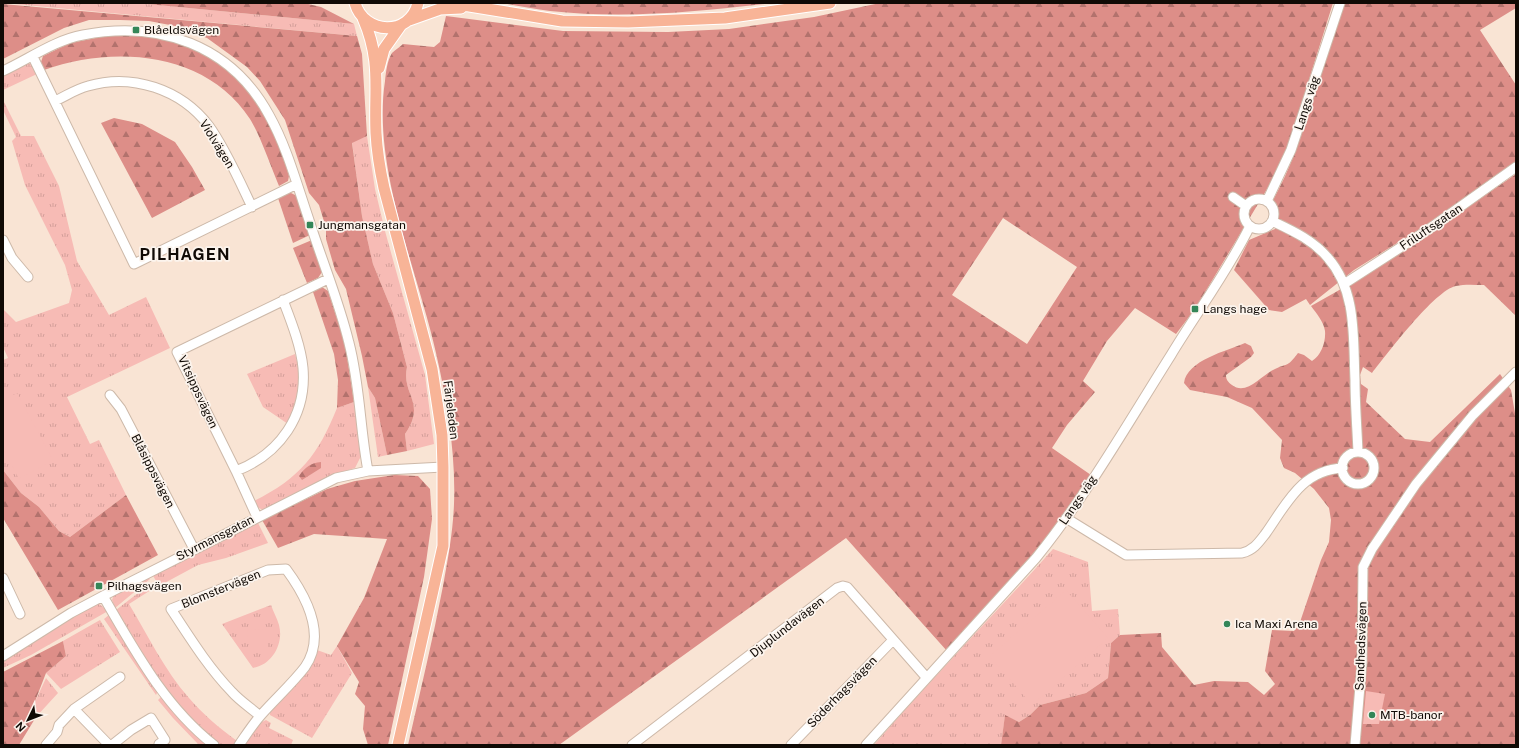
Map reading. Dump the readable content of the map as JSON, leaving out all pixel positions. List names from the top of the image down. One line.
{"streets":{"main road":["Färjeleden"],"street":["Langs väg","Violvägen","Friluftsgatan","Vitsippsvägen","Blåsippsvägen","Styrmansgatan","Blomstervägen","Djuplundavägen","Sandhedsvägen","Söderhagsvägen"]},"crossings":[["Langs väg","Djuplundavägen"],["Vitsippsvägen","Styrmansgatan"],["Färjeleden","Styrmansgatan"],["Blåsippsvägen","Styrmansgatan"],["Djuplundavägen","Söderhagsvägen"]],"districts":["PILHAGEN"],"places":{"transit":["Blåeldsvägen","Jungmansgatan","Langs hage","Pilhagsvägen"],"other":["Ica Maxi Arena","MTB-banor"]},"north":"bottom left"}
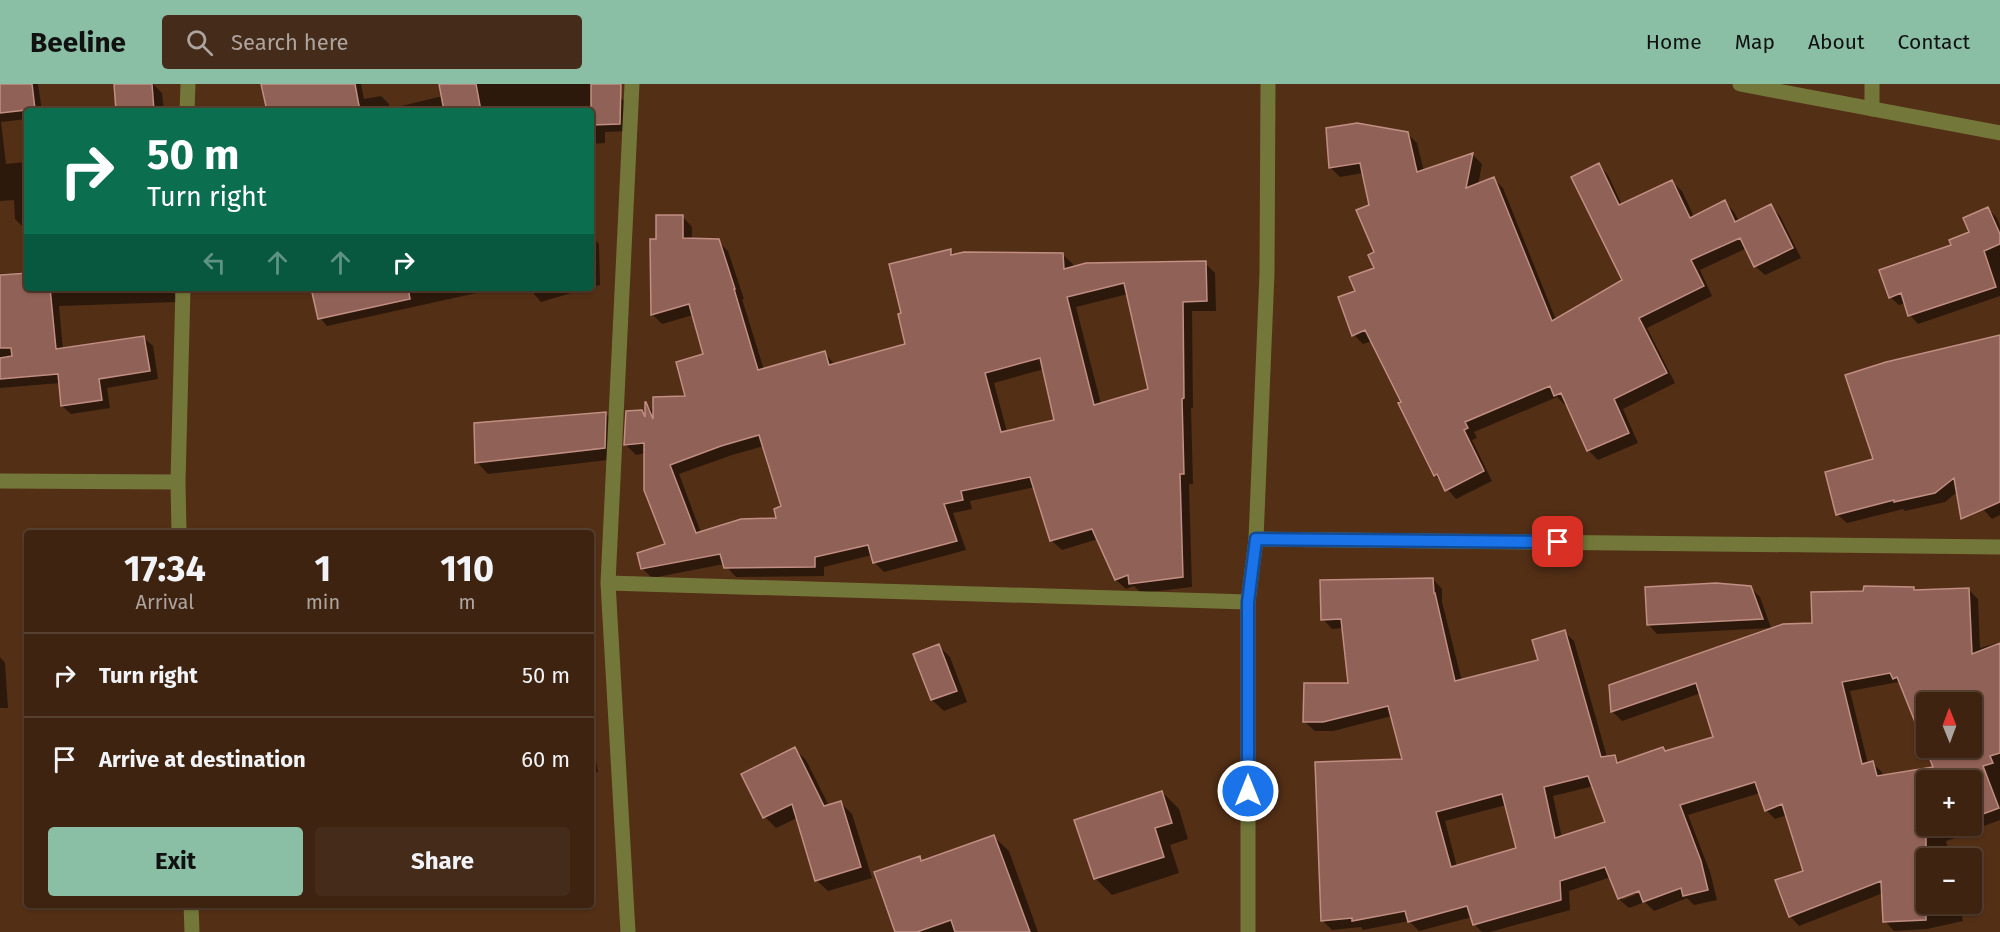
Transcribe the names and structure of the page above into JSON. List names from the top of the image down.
{
  "north": "top",
  "page": {
    "header": "Beeline",
    "search": "Search here",
    "nav": [
      "Home",
      "Map",
      "About",
      "Contact"
    ],
    "turn": ["50 m", "Turn right"],
    "eta": [
      "17:34",
      "Arrival",
      "1",
      "min",
      "110",
      "m"
    ],
    "list": [
      {
        "name": "Turn right",
        "value": "50 m"
      },
      {
        "name": "Arrive at destination",
        "value": "60 m"
      }
    ],
    "map_buttons": ["+", "−"],
    "buttons": ["Exit", "Share"]
  }
}
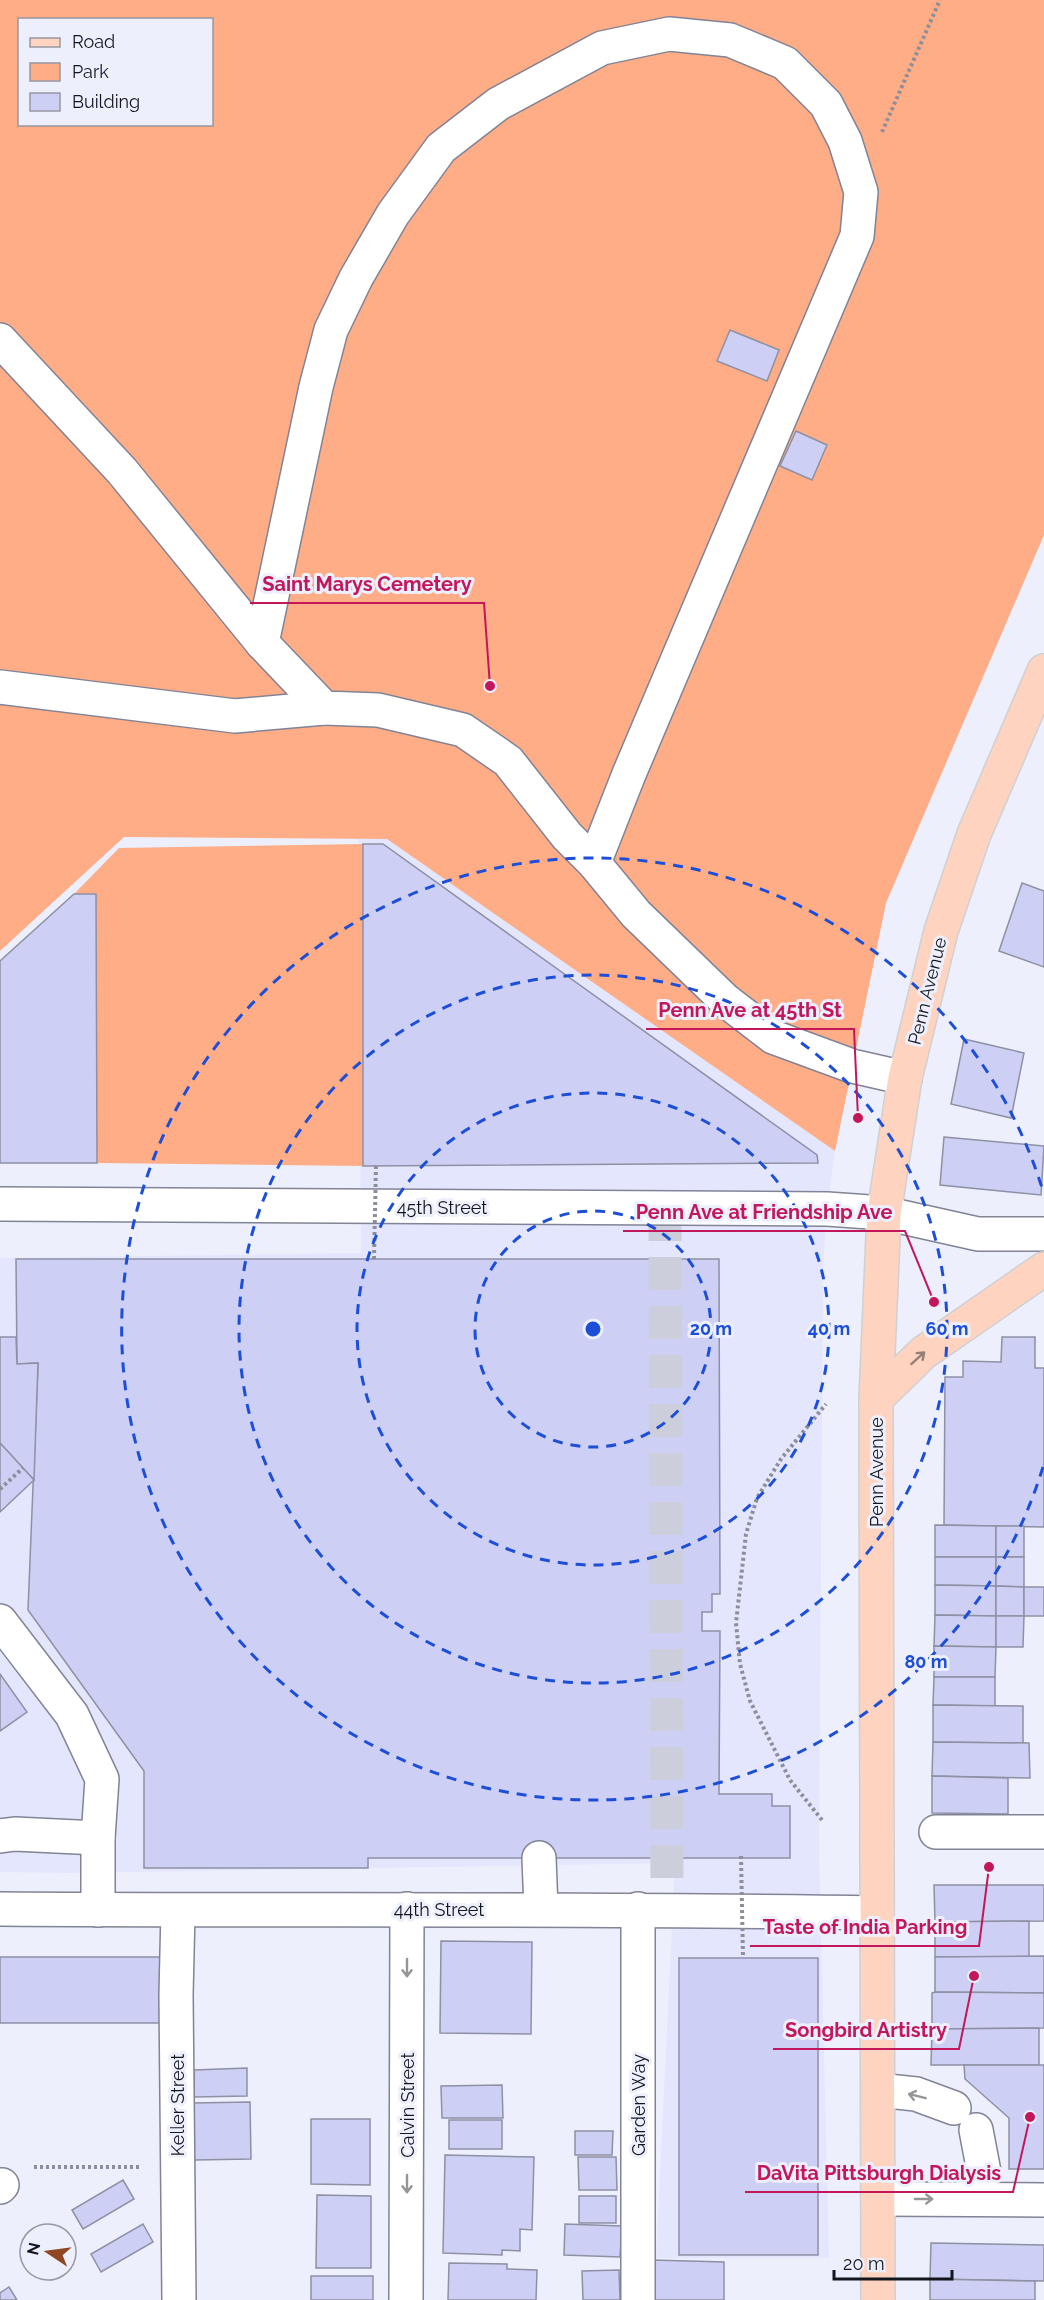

-*-*-

▶ **WORK INSTRUCTION**: I'd like every record transcribed exactly, with no pictures carried over.

▶ **RESPONSE FOR THIS EXERCISE**:
Map reading. Dump the readable content of the map as JSON, leaving out all pixel positions. List names from the top of the image down. One line.
{"streets":{"main road":["Färjeleden"],"street":["Langs väg","Violvägen","Friluftsgatan","Vitsippsvägen","Blåsippsvägen","Styrmansgatan","Blomstervägen","Djuplundavägen","Sandhedsvägen","Söderhagsvägen"]},"crossings":[["Langs väg","Djuplundavägen"],["Vitsippsvägen","Styrmansgatan"],["Färjeleden","Styrmansgatan"],["Blåsippsvägen","Styrmansgatan"],["Djuplundavägen","Söderhagsvägen"]],"districts":["PILHAGEN"],"places":{"transit":["Blåeldsvägen","Jungmansgatan","Langs hage","Pilhagsvägen"],"other":["Ica Maxi Arena","MTB-banor"]},"north":"bottom left"}
Transcribe the names and structure of the page above into JSON. List names from the top of the image down.
{
  "north": "top",
  "page": {
    "header": "Beeline",
    "search": "Search here",
    "nav": [
      "Home",
      "Map",
      "About",
      "Contact"
    ],
    "turn": ["50 m", "Turn right"],
    "eta": [
      "17:34",
      "Arrival",
      "1",
      "min",
      "110",
      "m"
    ],
    "list": [
      {
        "name": "Turn right",
        "value": "50 m"
      },
      {
        "name": "Arrive at destination",
        "value": "60 m"
      }
    ],
    "map_buttons": ["+", "−"],
    "buttons": ["Exit", "Share"]
  }
}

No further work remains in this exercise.